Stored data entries
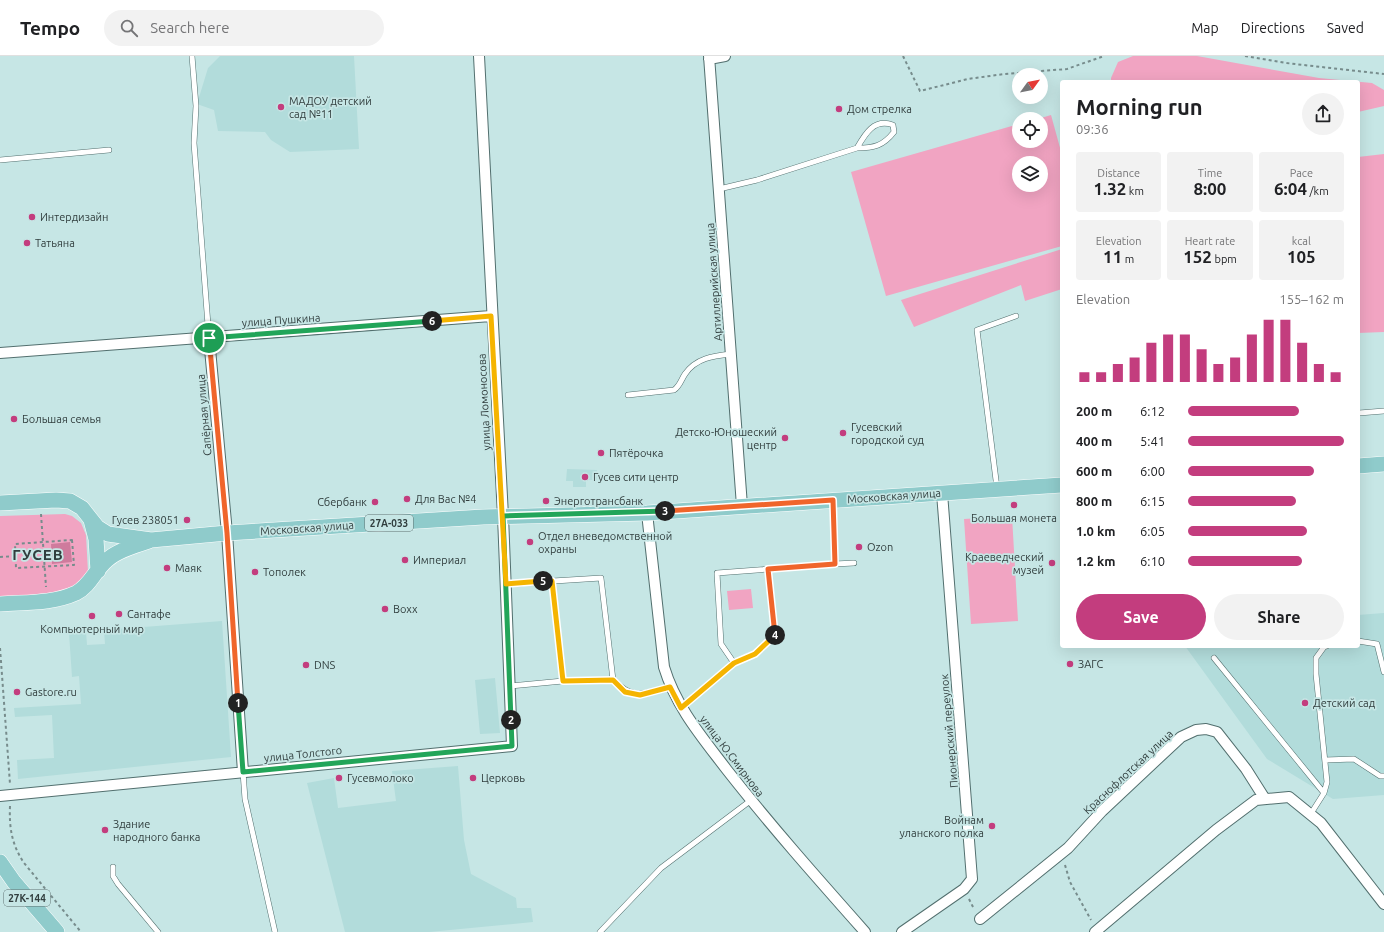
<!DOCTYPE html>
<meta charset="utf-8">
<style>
body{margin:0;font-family:Ubuntu,sans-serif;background:#f2f2f2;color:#202124;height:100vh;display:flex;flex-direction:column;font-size:15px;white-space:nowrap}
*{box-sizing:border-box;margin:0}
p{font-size:13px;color:#757577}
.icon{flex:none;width:22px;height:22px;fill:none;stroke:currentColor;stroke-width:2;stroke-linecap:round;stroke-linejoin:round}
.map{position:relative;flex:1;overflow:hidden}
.panel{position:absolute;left:1060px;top:24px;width:300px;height:568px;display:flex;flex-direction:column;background:#fff;border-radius:4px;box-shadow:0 4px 16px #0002}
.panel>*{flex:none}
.needle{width:26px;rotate:57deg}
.buttons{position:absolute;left:1012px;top:12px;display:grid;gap:8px}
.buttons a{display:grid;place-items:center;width:36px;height:36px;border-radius:50%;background:#fff;box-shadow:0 4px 16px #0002;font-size:20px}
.pin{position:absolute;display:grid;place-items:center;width:34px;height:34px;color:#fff;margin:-17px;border:2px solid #fff;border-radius:50%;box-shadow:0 1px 4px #0007}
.km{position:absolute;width:20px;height:20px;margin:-10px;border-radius:50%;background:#222;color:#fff;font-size:11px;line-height:20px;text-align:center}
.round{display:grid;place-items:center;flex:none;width:42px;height:42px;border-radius:21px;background:#f2f2f2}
.head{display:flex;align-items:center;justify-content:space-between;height:68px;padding:0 16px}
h1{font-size:22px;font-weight:700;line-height:30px}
.stats{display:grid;grid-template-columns:repeat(3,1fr);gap:6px;height:68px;padding:4px 16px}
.stats div{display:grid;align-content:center;border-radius:4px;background:#f2f2f2;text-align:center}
.stats b{font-size:17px;font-weight:700}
.stats small{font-size:11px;font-weight:400}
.stats p{font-size:11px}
.chart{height:112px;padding:8px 16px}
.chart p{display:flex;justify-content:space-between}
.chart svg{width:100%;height:72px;margin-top:4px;stroke:#c33d7e;stroke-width:6}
.cta{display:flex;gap:8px;margin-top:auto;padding:8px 16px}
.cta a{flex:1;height:46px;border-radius:24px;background:#c33d7e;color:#fff;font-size:16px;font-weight:700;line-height:46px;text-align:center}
.cta a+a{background:#f2f2f2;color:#202124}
ul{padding:0 16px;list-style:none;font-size:13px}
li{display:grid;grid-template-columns:64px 48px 1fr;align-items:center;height:30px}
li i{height:10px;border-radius:5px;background:#c33d7e}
header{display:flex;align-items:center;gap:24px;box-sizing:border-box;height:56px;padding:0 20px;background:#fff;border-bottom:1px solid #e0e0e0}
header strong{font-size:19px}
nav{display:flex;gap:22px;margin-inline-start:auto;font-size:14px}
.search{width:280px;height:36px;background:#f2f2f2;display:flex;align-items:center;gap:10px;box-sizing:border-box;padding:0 14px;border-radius:22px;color:#757577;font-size:15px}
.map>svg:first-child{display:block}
</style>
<header>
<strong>Tempo</strong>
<div class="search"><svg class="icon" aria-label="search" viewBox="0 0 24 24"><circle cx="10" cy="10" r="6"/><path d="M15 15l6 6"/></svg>Search here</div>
<nav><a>Map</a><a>Directions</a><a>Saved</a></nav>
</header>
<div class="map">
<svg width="1384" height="876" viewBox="0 0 1384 876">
<rect width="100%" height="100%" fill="#c6e6e5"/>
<path fill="#b2dcdb" d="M220,0H354L359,93L290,96L271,84L265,76L218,75L214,54L197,48L208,12Z
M567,413L597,414V424H586V431H573V425H566Z
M1384,557V739L1333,743L1267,703L1185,590H1358V559Z
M222,565L231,701L18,723L17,704L54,702L52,659L15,661L14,652L81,648L79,620L72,621L69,577L86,576L87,589L105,588L104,574Z
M495,622L500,677L480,678L475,624Z
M458,710L464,784L471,818L516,842L517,852H531L533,866L429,876H345L307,727L334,722L338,752L396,745L392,715Z"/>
<path fill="#f1a4c2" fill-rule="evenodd" d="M1133,0H1197L1319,22L1372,27L1384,34V50L1358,56V26H1111V22L1118,6Z
M1051,59L1062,99V190L886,240L851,116L1019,68V85H1041V63H1038ZM1019,107H1041V129H1019Z
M1384,98V276L1358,277V101Z
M1062,193V233L1025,245L1021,229L914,271L901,244Z
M65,458L72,460L81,467L86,479L88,516L76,534L0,542V460Z
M1012,460L1018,565L971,568L964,463Z
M751,533L753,552L729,554L727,535Z"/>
<path fill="#cf7b9d" d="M70,486L72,506L52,508L51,488Z"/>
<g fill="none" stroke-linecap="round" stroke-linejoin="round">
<g stroke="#526f6e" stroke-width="6">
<path id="service" d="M192,0L196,50L194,87L209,282
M0,104L109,94
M719,133L757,124L857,92C865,78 874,62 893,69L894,76C883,90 874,92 857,92
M628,339L674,334C680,330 681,324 685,318C696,302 713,300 731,298
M1359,357L1384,355
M997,432L977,274L1016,260
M835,508L854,507
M552,525L563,625
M506,528L601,522L613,624
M1358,585L1377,588L1384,616
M1214,602L1324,737L1310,759
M510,630L563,625L613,624C635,645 643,638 670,631
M681,652L734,607L721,588L717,517L835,508L833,446
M1325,704L1354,703L1380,720H1384
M243,716L245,743L275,876
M1324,737L1327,726L1316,618V602L1324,591L1327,590
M113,811V820L118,828L158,876
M600,876L661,812L750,745"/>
</g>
<g stroke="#526f6e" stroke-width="12">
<path id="minor" d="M709,0L742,450
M709,3L725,0
M209,282L227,477L243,716
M0,297L491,260
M647,457L664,611C676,651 702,681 727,714C771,770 818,823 865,876
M0,740L512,690L503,460L479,0
M980,863L1068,792L1102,755L1181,681L1196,674L1206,673L1217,676L1246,713L1265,743
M902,876L964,833L972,823L942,437
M1095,876L1216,774L1256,744L1289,741L1321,767L1384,848"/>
</g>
<g stroke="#fff" stroke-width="16">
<path id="primary" d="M1358,410L1384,408
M0,447L56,444L70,445L82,452L97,471L108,478L151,484L227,477L483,461L647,457L1062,429
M91,464L96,483L98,515
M0,548C25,546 52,548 76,537C90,530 95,514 107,504C118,494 135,490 149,485
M0,806L14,826L57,876"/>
</g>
<path stroke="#778c8c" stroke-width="2" stroke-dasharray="3 3" stroke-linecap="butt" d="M903,0L920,35L968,23L1004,18L1067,13L1104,0
M1245,0L1286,7L1384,18
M41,458L46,531
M72,484L74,509L16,512L15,488Z
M0,501L16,500
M0,592L10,728
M741,604L755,598L775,579L769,521
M10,750C9,772 12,789 24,807L81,876
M1065,809L1070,826L1091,864
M969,843L974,853"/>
<use href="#service" stroke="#fff" stroke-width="5"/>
<use href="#minor" stroke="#fff" stroke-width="10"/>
<use href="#primary" stroke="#8fcbcb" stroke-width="15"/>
</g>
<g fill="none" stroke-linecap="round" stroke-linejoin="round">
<g stroke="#fff" stroke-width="8">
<path id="split-1" d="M209,282L227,477L238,647"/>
</g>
<g stroke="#fff" stroke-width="8">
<path id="split-2" d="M238,647L243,716L512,690L511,664"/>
</g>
<g stroke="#fff" stroke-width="8">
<path id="split-3" d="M511,664L503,460L665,455"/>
</g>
<g stroke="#fff" stroke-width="8">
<path id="split-4" d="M665,455L833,444L835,508L768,513L775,579"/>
</g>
<g stroke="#fff" stroke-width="8">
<path id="split-5" d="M543,525H552L563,625L613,624L625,636L640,639L670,631L681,652L734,607L755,598L775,579"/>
</g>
<g stroke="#fff" stroke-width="8">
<path id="split-6" d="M432,265L491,260L506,528L543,525"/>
</g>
<g stroke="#fff" stroke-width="8">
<path id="split-7" d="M209,282L432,265"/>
</g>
<use href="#split-1" stroke="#f0652b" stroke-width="5"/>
<use href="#split-2" stroke="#22a559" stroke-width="5"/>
<use href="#split-3" stroke="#22a559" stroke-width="5"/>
<use href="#split-4" stroke="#f0652b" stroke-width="5"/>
<use href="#split-5" stroke="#f5b400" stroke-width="5"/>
<use href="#split-6" stroke="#f5b400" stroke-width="5"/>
<use href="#split-7" stroke="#22a559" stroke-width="5"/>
</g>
<g fill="#c33d7e" stroke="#c6e6e5" stroke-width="1.5">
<circle cx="281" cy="51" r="4"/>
<circle cx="839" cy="53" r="4"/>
<circle cx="32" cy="161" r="4"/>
<circle cx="27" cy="187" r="4"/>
<circle cx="14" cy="363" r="4"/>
<circle cx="843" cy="377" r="4"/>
<circle cx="785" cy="382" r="4"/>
<circle cx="601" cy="397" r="4"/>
<circle cx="585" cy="421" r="4"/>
<circle cx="407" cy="443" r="4"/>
<circle cx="546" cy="445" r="4"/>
<circle cx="375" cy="446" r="4"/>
<circle cx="1014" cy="449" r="4"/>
<circle cx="187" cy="464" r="4"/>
<circle cx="530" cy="486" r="4"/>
<circle cx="859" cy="491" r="4"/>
<circle cx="405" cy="504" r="4"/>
<circle cx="1052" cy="507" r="4"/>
<circle cx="167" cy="512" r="4"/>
<circle cx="255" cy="516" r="4"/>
<circle cx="385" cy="553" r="4"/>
<circle cx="119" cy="558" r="4"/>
<circle cx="92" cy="560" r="4"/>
<circle cx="1070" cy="608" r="4"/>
<circle cx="306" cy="609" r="4"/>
<circle cx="17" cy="636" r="4"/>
<circle cx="1305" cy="647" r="4"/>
<circle cx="339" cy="722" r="4"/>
<circle cx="473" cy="722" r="4"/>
<circle cx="992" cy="770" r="4"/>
<circle cx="105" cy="774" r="4"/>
</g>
<g text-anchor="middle" stroke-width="3.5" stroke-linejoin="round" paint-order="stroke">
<g fill="#c6e6e5" stroke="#5e7070" stroke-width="1">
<rect x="365" y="459" width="48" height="16" rx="3"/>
<rect x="4" y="834" width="46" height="16" rx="3"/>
</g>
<g font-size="10" font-weight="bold" fill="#313e3e">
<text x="389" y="471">27А-033</text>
<text x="27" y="846">27К-144</text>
</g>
<g font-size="11" fill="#313e3e" stroke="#c6e6e5" text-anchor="start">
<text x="289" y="49">МАДОУ детский<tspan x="289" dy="13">сад №11</tspan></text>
<text x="847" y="57">Дом стрелка</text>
<text x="40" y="165">Интердизайн</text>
<text x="35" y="191">Татьяна</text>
<text x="22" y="367">Большая семья</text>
<text x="851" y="375">Гусевский<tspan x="851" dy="13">городской суд</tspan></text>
<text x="777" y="380" text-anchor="end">Детско-Юношеский<tspan x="777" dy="13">центр</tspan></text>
<text x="609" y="401">Пятёрочка</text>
<text x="593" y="425">Гусев сити центр</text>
<text x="415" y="447">Для Вас №4</text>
<text x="554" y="449">Энерготрансбанк</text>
<text x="367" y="450" text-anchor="end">Сбербанк</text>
<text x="1014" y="466" text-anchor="middle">Большая монета</text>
<text x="179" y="468" text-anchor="end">Гусев 238051</text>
<text x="538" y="484">Отдел вневедомственной<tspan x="538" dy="13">охраны</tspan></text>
<text x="867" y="495">Ozon</text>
<text x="1044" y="505" text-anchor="end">Краеведческий<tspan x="1044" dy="13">музей</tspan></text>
<text x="413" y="508">Империал</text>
<text x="175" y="516">Маяк</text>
<text x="263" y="520">Тополек</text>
<text x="393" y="557">Boxx</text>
<text x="127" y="562">Сантафе</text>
<text x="92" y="577" text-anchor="middle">Компьютерный мир</text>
<text x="1078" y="612">ЗАГС</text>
<text x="314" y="613">DNS</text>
<text x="25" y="640">Gastore.ru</text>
<text x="1313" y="651">Детский сад</text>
<text x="347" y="726">Гусевмолоко</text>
<text x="481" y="726">Церковь</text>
<text x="984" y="768" text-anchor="end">Войнам<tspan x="984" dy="13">уланского полка</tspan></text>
<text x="113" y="772">Здание<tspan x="113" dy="13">народного банка</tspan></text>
</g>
<g font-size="11" fill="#313e3e" stroke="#c6e6e5">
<text transform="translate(714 226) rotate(-94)" y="4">Артиллерийская улица</text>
<text transform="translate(281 264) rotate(-4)" y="4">улица Пушкина</text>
<text transform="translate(484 346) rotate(-93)" y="4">улица Ломоносова</text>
<text transform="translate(204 359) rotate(-95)" y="4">Сапёрная улица</text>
<text transform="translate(894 440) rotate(-4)" y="4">Московская улица</text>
<text transform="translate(307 472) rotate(-4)" y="4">Московская улица</text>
<text transform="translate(949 675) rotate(-95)" y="4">Пионерский переулок</text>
<text transform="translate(303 698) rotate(-6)" y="4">улица Толстого</text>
<text transform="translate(732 700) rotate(53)" y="4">улица Ю.Смирнова</text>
<text transform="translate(1128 716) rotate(-43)" y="4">Краснофлотская улица</text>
</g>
<g font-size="15" font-weight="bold" letter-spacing="1" fill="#313e3e" stroke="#c6e6e5">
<text x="38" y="504">ГУСЕВ</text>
</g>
</g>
</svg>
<div class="buttons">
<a><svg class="needle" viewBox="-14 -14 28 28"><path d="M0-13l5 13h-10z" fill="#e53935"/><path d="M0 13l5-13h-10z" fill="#757577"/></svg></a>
<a><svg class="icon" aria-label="locate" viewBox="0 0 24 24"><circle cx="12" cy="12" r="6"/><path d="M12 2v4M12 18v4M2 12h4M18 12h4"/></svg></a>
<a><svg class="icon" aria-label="layers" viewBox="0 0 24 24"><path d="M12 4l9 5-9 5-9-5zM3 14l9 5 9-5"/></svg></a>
</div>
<div class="pin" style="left:209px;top:282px;background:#1e9e55"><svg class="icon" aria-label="arrive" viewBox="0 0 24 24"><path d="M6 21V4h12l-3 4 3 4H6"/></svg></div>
<b class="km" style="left:238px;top:647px">1</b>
<b class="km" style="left:511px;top:664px">2</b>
<b class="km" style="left:665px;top:455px">3</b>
<b class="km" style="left:775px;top:579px">4</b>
<b class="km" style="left:543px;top:525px">5</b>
<b class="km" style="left:432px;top:265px">6</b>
<section class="panel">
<div class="head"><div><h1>Morning run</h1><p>09:36</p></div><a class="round"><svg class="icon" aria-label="share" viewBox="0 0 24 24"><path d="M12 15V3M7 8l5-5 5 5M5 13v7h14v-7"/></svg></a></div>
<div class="stats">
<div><p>Distance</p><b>1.32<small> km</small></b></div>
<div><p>Time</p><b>8:00</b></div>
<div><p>Pace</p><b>6:04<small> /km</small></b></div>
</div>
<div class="stats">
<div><p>Elevation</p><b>11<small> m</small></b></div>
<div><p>Heart rate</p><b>152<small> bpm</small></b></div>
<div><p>kcal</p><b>105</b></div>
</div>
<div class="chart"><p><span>Elevation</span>155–162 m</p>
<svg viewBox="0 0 160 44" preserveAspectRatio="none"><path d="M5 44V38M15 44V38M25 44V33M35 44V29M45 44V20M55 44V15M65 44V15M75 44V24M85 44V33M95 44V29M105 44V15M115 44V6M125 44V6M135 44V20M145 44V33M155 44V38"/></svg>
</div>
<ul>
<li><b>200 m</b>6:12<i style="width:71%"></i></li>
<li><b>400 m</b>5:41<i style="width:100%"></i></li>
<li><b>600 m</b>6:00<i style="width:81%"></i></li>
<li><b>800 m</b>6:15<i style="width:69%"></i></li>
<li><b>1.0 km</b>6:05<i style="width:76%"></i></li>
<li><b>1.2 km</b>6:10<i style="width:73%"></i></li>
</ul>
<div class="cta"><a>Save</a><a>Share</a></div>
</section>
</div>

DIRECTIONS>
Scan the records above for the word "Elevation". Copy each line that has it.

RESPONSE AREA>
<div><p>Elevation</p><b>11<small> m</small></b></div>
<div class="chart"><p><span>Elevation</span>155–162 m</p>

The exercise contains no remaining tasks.